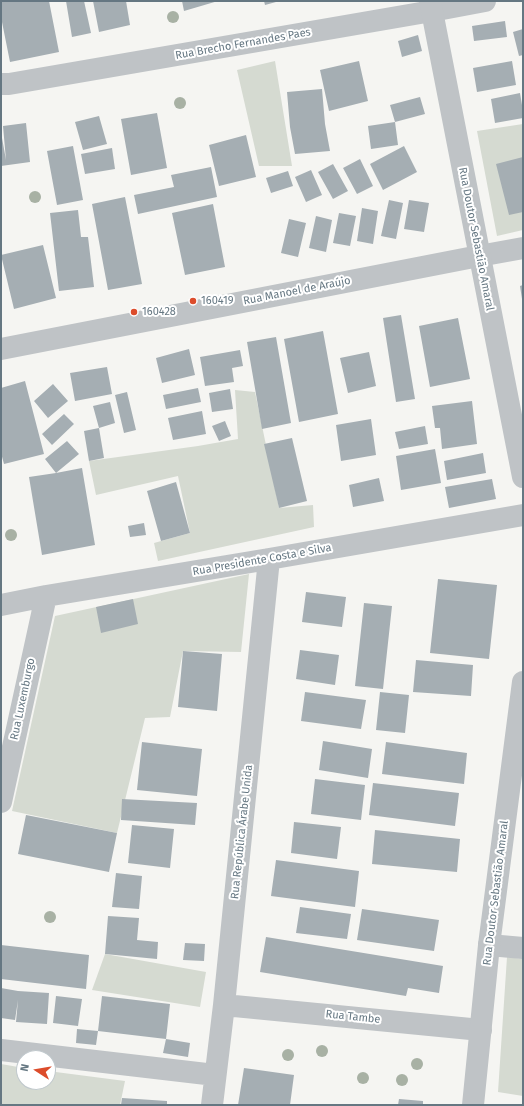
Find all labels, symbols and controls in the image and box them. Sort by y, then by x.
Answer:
street label: Rua Brecho Fernandes Paes [174,26,312,62]
street label: Rua Doutor Sebastião Amaral [456,166,496,312]
street label: Rua Manoel de Araújo [242,274,352,308]
place label: 160419 [201,294,234,308]
marker: 160419 [188,296,198,306]
place label: 160428 [142,305,176,319]
marker: 160428 [129,307,139,317]
street label: Rua Presidente Costa e Silva [192,541,332,579]
street label: Rua Luxemburgo [8,657,38,741]
street label: Rua República Árabe Unida [228,764,256,900]
street label: Rua Doutor Sebastião Amaral [481,820,511,966]
street label: Rua Tambe [325,1008,381,1026]
north arrow [16,1050,56,1090]
text: N [18,1063,32,1073]

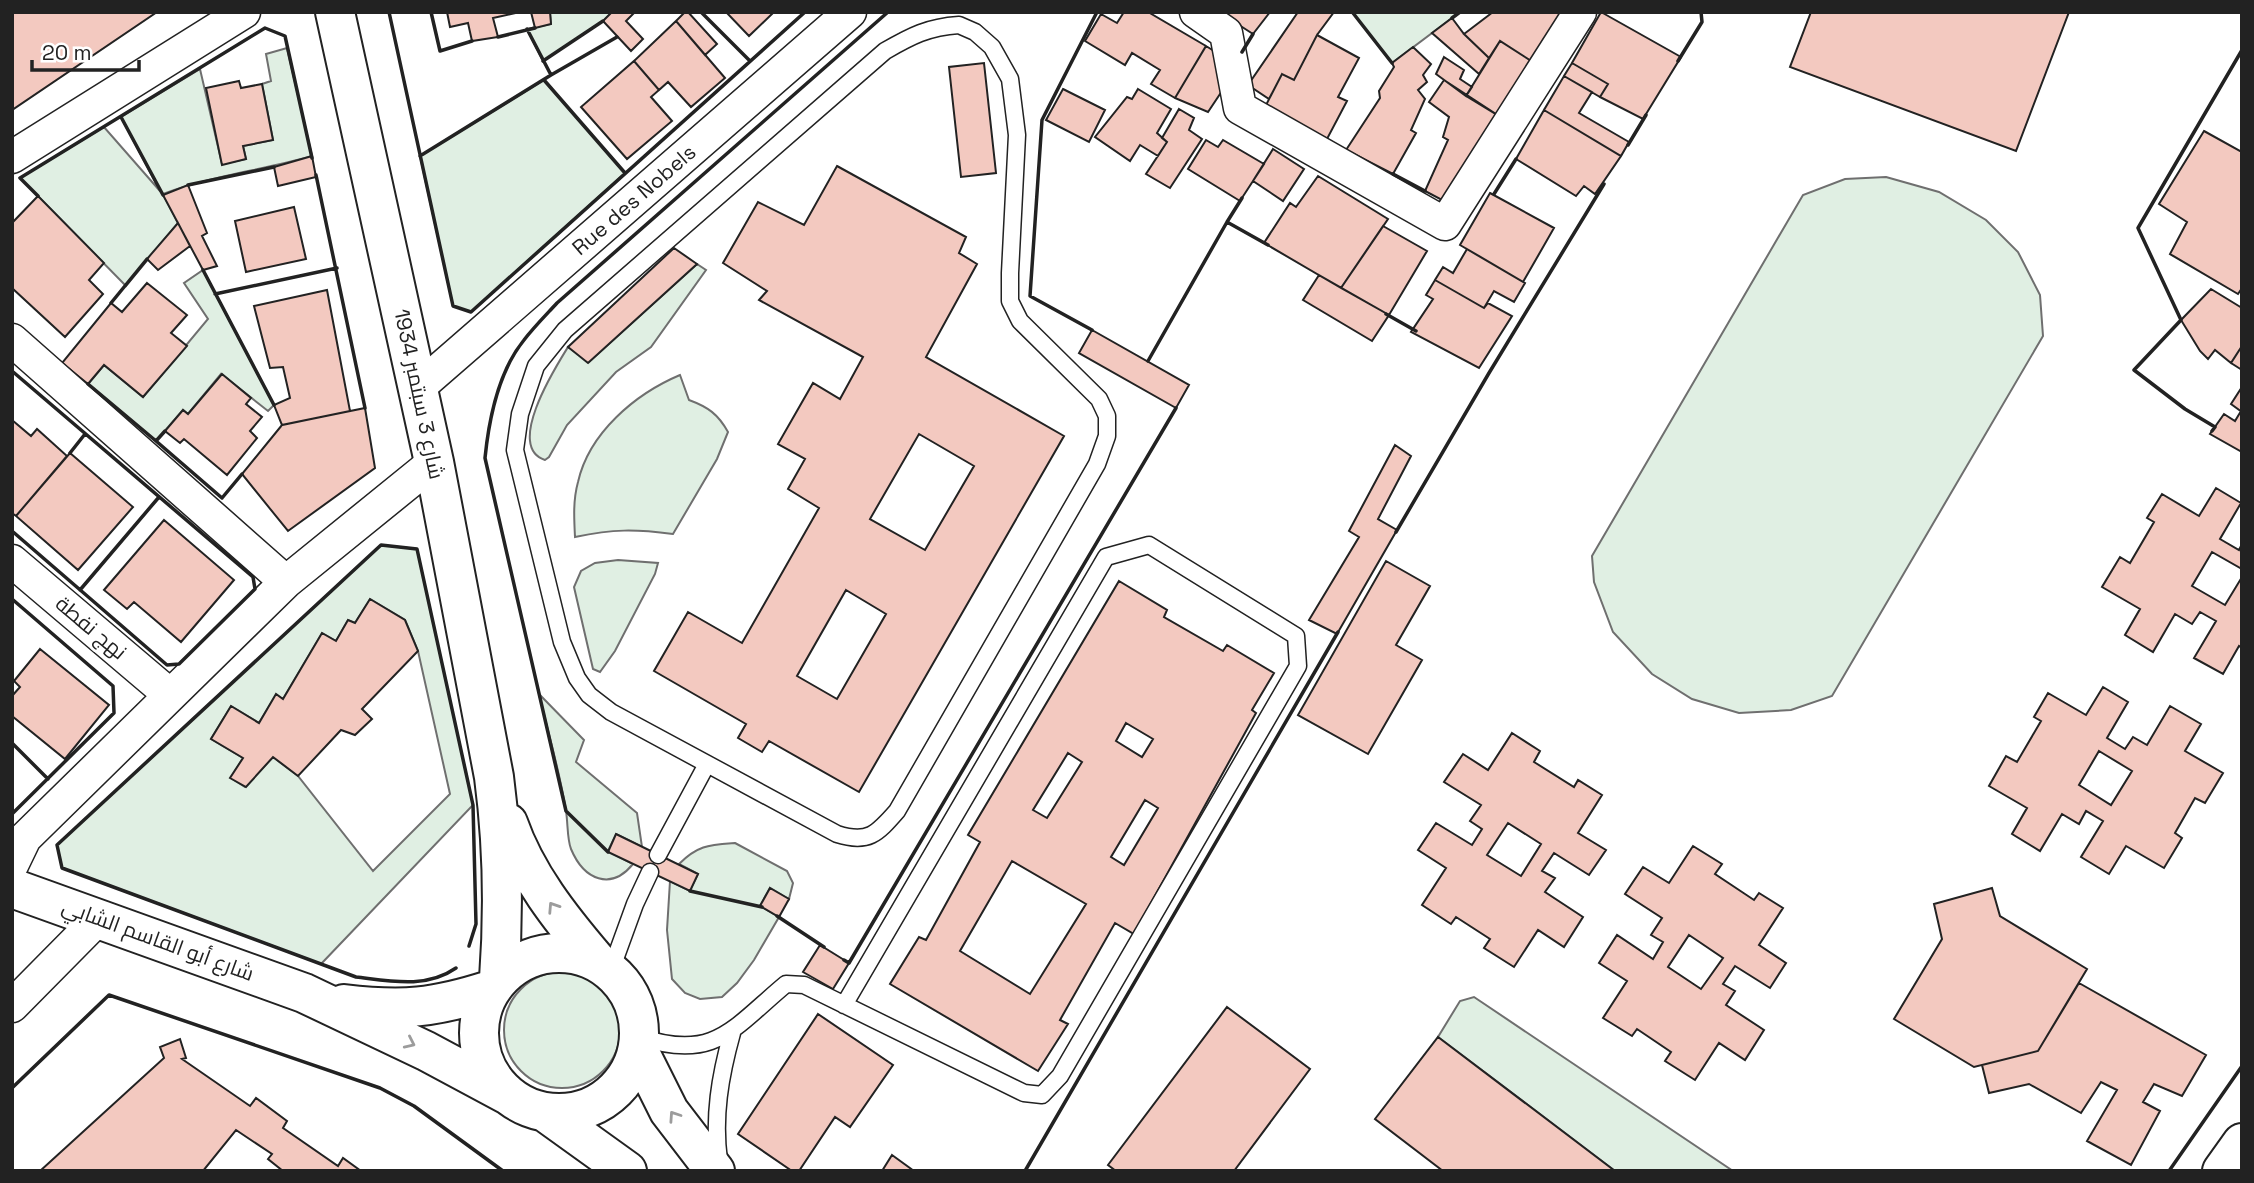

TASK BRIEF
Reprint the entries above exactly, images removed.

RESULT
Find all labels, symbols and controls in the image and box them. Sort by y, then by x.
Answer:
street label: Rua Brecho Fernandes Paes [174,26,312,62]
street label: Rua Doutor Sebastião Amaral [456,166,496,312]
street label: Rua Manoel de Araújo [242,274,352,308]
place label: 160419 [201,294,234,308]
marker: 160419 [188,296,198,306]
place label: 160428 [142,305,176,319]
marker: 160428 [129,307,139,317]
street label: Rua Presidente Costa e Silva [192,541,332,579]
street label: Rua Luxemburgo [8,657,38,741]
street label: Rua República Árabe Unida [228,764,256,900]
street label: Rua Doutor Sebastião Amaral [481,820,511,966]
street label: Rua Tambe [325,1008,381,1026]
north arrow [16,1050,56,1090]
text: N [18,1063,32,1073]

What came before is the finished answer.